**Data under study:**

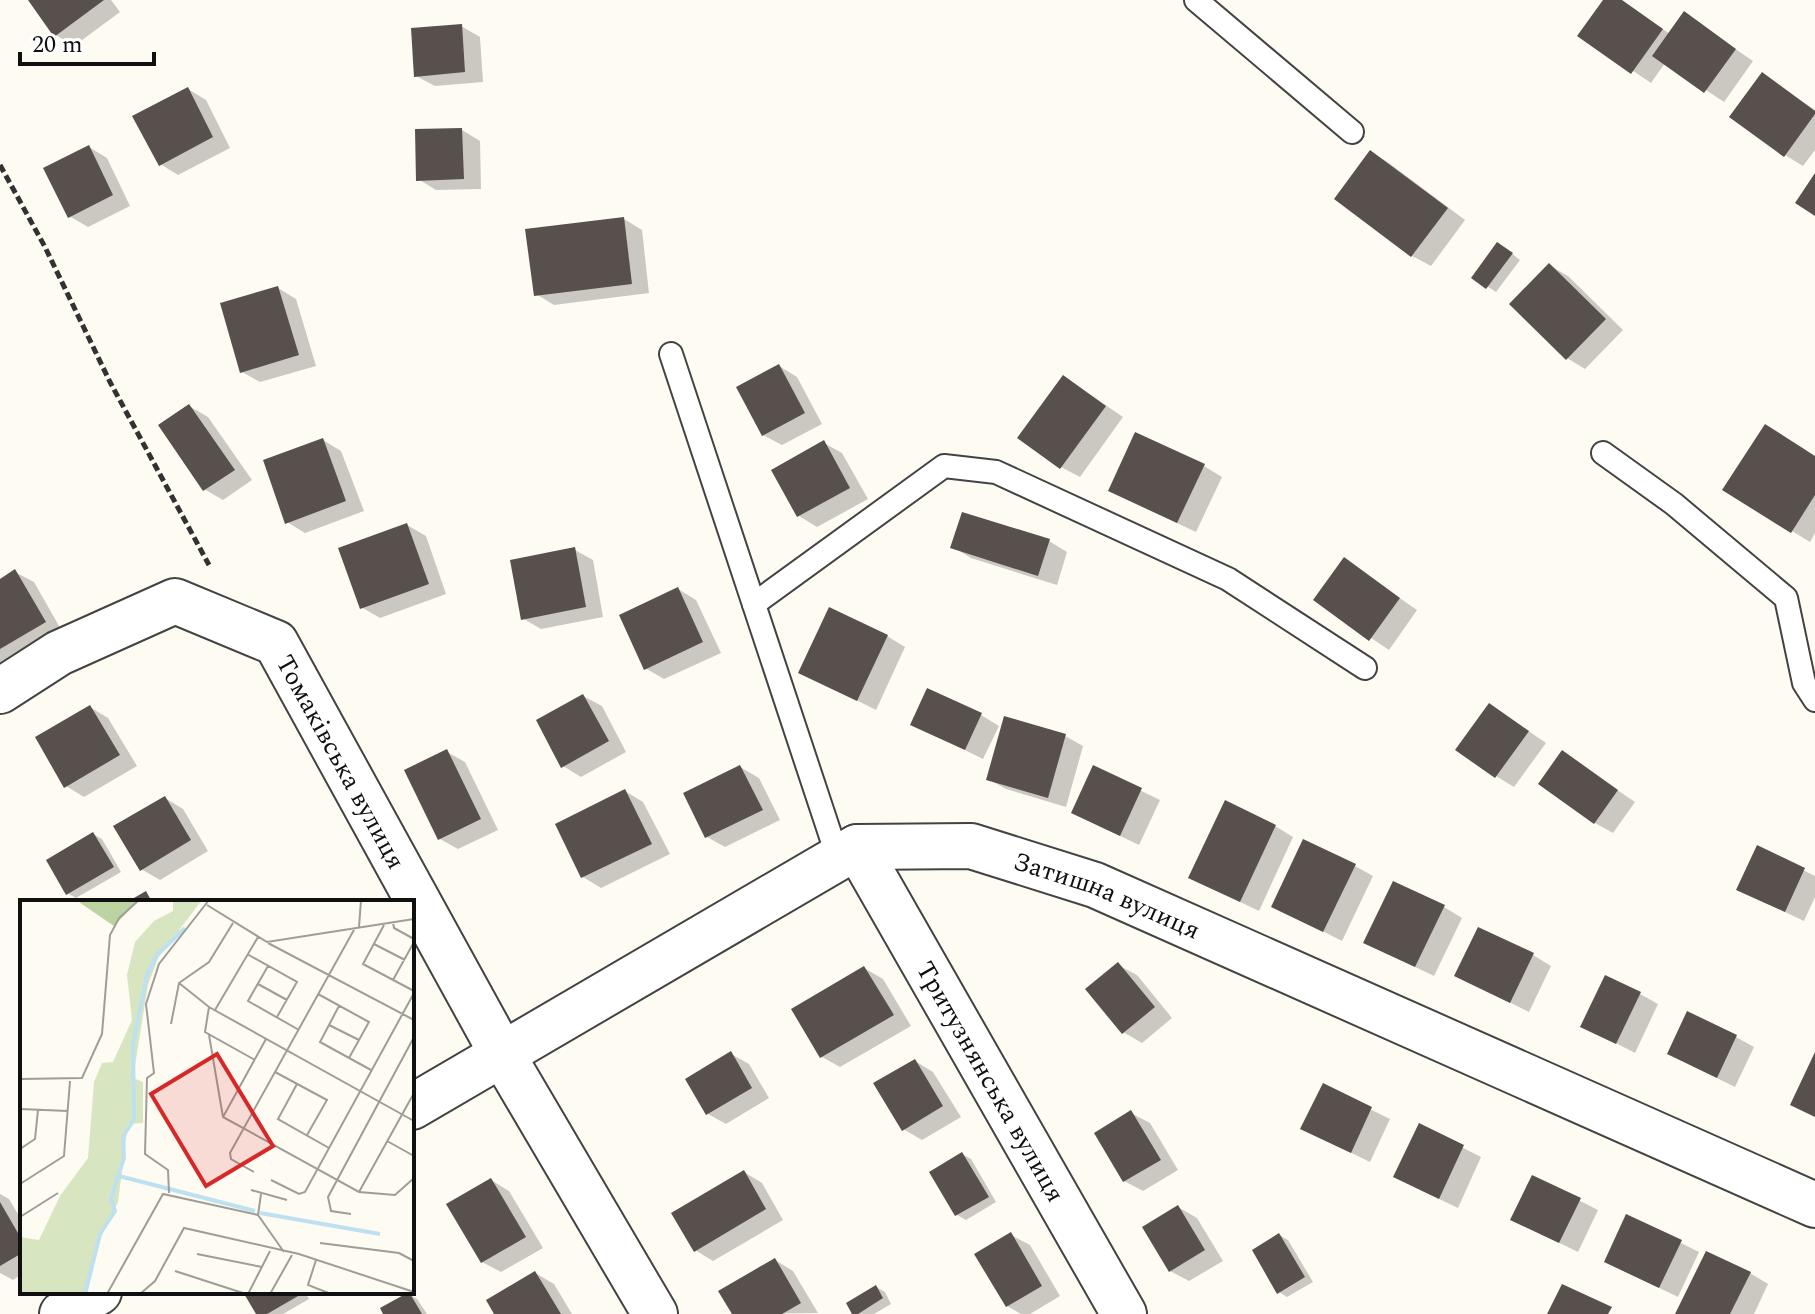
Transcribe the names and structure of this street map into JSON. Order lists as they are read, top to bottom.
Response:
{
  "streets": {
    "street": ["Томаківська вулиця", "Затишна вулиця", "Тритузнянська вулиця"]
  },
  "crossings": [
    ["Томаківська вулиця", "Затишна вулиця"],
    ["Затишна вулиця", "Тритузнянська вулиця"]
  ],
  "scale_bar": "20 m"
}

**Exercise aim:**
Word for word, write out the whole listing, keeping none of the pictures.

**Exercise answer:**
Transcribe the names and structure of this street map into JSON. Order lists as they are read, top to bottom.
Response:
{
  "streets": {
    "street": ["Томаківська вулиця", "Затишна вулиця", "Тритузнянська вулиця"]
  },
  "crossings": [
    ["Томаківська вулиця", "Затишна вулиця"],
    ["Затишна вулиця", "Тритузнянська вулиця"]
  ],
  "scale_bar": "20 m"
}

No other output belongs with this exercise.